Southern Daily Echo – 9 June 2005

I have a vague childhood memory of a televison sketch featuring a group of trampolining nuns. I spent two days of the Bank Holiday in the company of the next best thing: motorcycling vicars!

Those 48 hours took me and my pillion passenger, Judith Symes, fresh from a gallant but sadly unsuccessful attempt to win Brighton Kemptown for the Conservatives, to more churches and cathedrals than I had ever seen in a concentrated period.

This was the Ride for Rwanda, a week-long tour covering more than 1,200 miles to raise money  for an exceptionally good cause. The aim is to complete the construction of the first training college for Christian pastors in Rwanda.

It is now 11 years since the dreadful genocide when organised machete gangs murdered thousands upon thousands of innocent people for no other reason than their ethnic origin. Not only were Tutsis the victims, so were many educated and moderate Hutus who would have strongly opposed the massacres. This has left huge gaps in society and a country of deeply traumatised people – including some who were forced to kill their own neighbours were they not to have been murdered themeselves.

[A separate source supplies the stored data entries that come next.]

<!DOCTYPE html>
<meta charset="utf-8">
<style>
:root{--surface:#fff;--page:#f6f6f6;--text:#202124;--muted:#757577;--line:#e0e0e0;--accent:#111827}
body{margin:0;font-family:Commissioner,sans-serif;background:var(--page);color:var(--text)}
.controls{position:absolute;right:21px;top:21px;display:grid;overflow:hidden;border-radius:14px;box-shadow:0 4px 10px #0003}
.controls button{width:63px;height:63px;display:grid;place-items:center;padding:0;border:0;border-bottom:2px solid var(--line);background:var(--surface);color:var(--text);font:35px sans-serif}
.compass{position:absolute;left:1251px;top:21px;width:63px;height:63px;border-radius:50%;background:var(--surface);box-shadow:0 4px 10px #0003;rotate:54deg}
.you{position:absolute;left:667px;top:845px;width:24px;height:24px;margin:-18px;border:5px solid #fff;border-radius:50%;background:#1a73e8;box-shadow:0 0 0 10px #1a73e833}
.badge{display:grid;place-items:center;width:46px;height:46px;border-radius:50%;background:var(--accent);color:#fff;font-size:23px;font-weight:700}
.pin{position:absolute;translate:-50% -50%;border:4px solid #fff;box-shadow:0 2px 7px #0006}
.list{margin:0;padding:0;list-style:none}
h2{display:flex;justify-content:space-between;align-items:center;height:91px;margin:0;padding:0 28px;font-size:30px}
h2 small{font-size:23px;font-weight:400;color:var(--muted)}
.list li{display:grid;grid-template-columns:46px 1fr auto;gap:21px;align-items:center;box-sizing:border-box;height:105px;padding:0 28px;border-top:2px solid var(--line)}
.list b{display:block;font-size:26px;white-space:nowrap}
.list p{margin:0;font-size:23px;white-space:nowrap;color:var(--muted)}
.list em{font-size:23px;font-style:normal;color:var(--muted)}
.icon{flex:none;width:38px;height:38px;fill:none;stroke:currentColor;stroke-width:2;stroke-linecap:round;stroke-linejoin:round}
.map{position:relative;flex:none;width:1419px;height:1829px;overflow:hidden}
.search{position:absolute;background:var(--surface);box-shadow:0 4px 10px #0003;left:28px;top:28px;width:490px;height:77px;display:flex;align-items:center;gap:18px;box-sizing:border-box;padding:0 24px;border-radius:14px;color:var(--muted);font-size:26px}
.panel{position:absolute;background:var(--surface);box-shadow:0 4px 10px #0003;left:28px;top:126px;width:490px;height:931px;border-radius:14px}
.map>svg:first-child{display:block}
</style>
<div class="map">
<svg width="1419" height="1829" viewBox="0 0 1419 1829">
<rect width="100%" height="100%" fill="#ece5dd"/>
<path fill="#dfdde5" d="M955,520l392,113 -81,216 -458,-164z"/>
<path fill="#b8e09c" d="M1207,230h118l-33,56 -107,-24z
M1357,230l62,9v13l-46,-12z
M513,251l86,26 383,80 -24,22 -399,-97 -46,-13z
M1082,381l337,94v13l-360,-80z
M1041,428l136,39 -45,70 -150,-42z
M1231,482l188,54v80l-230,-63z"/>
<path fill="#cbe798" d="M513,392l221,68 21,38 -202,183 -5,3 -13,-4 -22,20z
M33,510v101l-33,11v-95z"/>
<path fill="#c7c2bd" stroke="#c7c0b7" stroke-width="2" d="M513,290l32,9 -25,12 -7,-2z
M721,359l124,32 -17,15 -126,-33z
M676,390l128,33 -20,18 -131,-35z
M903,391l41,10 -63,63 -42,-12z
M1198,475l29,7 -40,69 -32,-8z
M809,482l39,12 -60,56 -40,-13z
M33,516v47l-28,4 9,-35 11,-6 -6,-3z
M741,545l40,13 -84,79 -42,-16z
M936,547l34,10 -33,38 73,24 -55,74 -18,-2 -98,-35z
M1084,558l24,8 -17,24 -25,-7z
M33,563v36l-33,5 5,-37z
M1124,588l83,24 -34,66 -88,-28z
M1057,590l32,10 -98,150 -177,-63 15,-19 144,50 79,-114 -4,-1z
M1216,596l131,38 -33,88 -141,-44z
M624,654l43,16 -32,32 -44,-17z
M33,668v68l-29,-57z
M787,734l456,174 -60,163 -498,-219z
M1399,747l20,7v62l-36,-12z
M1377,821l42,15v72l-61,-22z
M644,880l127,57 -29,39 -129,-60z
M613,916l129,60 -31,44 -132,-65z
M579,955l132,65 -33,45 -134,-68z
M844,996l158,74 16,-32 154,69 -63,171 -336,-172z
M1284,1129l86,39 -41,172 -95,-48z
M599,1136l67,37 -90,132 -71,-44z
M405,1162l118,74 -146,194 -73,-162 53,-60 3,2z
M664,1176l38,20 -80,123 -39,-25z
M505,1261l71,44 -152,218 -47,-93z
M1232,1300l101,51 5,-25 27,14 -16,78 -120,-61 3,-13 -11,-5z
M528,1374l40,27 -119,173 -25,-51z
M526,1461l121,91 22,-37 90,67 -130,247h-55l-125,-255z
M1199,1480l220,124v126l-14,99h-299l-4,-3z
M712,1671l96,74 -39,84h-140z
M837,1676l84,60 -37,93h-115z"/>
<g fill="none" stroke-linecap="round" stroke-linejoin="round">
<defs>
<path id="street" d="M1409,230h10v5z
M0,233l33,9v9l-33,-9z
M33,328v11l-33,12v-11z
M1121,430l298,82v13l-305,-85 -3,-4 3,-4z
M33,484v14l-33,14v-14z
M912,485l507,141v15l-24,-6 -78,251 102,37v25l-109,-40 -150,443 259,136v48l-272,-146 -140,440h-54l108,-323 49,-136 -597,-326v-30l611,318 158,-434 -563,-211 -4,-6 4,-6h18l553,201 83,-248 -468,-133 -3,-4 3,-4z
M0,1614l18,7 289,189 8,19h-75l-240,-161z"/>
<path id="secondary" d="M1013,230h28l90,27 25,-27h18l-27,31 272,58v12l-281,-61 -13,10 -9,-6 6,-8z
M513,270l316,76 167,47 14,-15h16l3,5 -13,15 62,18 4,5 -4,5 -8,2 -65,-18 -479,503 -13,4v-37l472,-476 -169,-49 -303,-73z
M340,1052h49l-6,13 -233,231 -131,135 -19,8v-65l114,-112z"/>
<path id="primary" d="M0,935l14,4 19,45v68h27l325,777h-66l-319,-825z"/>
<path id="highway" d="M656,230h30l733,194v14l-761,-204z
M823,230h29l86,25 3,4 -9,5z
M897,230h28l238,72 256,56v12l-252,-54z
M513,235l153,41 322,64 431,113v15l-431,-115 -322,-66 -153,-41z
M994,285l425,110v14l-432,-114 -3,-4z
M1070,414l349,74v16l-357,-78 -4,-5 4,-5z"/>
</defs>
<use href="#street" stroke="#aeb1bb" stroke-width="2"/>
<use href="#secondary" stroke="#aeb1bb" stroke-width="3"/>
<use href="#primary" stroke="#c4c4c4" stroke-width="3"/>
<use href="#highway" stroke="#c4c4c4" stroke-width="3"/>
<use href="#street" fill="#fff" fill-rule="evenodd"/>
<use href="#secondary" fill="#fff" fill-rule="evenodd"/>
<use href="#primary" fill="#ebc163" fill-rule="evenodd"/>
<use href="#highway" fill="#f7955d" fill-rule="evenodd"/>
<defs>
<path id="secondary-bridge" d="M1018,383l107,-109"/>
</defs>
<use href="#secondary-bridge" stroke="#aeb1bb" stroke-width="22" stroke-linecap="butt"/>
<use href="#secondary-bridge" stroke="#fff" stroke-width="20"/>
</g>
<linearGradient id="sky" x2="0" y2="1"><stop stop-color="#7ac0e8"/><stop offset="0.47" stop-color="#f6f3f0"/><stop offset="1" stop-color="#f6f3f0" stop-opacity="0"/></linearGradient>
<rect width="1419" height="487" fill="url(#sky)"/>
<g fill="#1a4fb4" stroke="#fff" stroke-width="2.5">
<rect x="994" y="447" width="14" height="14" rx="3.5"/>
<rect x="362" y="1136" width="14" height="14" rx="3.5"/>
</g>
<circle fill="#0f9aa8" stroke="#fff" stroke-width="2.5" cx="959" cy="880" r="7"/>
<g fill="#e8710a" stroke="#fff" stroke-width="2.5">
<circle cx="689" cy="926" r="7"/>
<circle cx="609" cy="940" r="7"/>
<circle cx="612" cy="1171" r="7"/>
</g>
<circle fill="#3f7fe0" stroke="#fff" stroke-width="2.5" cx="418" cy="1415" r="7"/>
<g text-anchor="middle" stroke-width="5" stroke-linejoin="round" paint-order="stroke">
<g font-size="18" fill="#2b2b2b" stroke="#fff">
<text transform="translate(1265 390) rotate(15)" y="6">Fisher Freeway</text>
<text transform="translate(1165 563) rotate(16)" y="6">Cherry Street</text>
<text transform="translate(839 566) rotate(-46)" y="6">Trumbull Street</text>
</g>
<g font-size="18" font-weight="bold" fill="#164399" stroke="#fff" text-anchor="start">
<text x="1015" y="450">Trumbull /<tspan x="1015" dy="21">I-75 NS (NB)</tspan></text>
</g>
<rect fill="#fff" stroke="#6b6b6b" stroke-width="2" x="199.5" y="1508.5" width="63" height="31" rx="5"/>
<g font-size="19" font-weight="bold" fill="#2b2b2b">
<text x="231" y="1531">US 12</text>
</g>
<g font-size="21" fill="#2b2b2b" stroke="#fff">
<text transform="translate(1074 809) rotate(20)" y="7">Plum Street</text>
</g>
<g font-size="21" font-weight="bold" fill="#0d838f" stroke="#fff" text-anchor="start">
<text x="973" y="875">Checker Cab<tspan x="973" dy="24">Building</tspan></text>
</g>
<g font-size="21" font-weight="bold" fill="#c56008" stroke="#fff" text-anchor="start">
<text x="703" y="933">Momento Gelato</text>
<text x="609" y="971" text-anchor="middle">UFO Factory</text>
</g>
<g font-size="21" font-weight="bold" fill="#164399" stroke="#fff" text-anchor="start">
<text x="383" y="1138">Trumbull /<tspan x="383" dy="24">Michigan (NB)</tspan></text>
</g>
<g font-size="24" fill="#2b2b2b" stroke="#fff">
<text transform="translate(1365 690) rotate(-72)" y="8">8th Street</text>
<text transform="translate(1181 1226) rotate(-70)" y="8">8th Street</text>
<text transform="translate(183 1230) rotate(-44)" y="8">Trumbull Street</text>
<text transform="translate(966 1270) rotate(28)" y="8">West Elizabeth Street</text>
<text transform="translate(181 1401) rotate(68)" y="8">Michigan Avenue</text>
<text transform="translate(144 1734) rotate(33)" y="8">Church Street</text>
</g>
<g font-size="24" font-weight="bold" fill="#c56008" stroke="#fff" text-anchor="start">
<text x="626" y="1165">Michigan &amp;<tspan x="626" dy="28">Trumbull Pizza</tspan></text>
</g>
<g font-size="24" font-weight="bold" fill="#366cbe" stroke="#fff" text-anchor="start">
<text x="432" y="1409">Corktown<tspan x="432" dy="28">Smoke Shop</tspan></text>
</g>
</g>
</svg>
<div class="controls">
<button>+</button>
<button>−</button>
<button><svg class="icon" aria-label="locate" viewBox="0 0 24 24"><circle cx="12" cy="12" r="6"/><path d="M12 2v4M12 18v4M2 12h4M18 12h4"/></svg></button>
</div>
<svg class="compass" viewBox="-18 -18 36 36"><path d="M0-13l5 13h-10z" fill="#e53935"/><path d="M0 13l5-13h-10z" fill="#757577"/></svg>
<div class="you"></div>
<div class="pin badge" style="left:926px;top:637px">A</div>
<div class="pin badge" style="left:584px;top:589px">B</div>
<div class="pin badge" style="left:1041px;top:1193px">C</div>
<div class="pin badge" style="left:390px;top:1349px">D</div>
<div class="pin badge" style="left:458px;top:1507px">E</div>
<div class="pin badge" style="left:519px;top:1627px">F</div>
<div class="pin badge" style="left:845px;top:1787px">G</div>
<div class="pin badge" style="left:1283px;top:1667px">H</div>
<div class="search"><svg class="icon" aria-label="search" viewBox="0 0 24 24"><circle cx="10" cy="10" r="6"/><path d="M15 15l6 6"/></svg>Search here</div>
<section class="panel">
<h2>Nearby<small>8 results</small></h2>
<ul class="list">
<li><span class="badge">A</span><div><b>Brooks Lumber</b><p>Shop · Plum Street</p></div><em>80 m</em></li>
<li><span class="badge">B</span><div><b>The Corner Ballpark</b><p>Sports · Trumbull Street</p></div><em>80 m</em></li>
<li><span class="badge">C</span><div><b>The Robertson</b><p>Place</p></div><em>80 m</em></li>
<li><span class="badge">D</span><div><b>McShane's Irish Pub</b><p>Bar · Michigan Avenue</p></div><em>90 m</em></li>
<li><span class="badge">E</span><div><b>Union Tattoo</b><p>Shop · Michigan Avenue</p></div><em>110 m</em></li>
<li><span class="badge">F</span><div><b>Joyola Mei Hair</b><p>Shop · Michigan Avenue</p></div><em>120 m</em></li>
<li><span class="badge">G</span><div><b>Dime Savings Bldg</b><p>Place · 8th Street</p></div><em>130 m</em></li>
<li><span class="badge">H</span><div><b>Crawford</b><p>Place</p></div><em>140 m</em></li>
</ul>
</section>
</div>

The importance of the Church in supporting and rebuilding civil society in theis beautiful but devastated country cannot be overestimated. Yet, many communities have only lay leaders in their churches and even those with pastors are led by individuals with the most basic levels of education.

The original Ride for Rwanda, organised by Canon Geoffrey Daintree from Eastbourne, raised £38,000 in 1997. The latest one is intended to complete the building of the country's first College of Higher Education, which will become a centre for the training of pastors and may eventually become a fully-fledged university.

Having participated in the first two days of the ride myself, it was a pleasure to welcome Canon Geoffrey and his team when they reached All Saints Church, Hordle.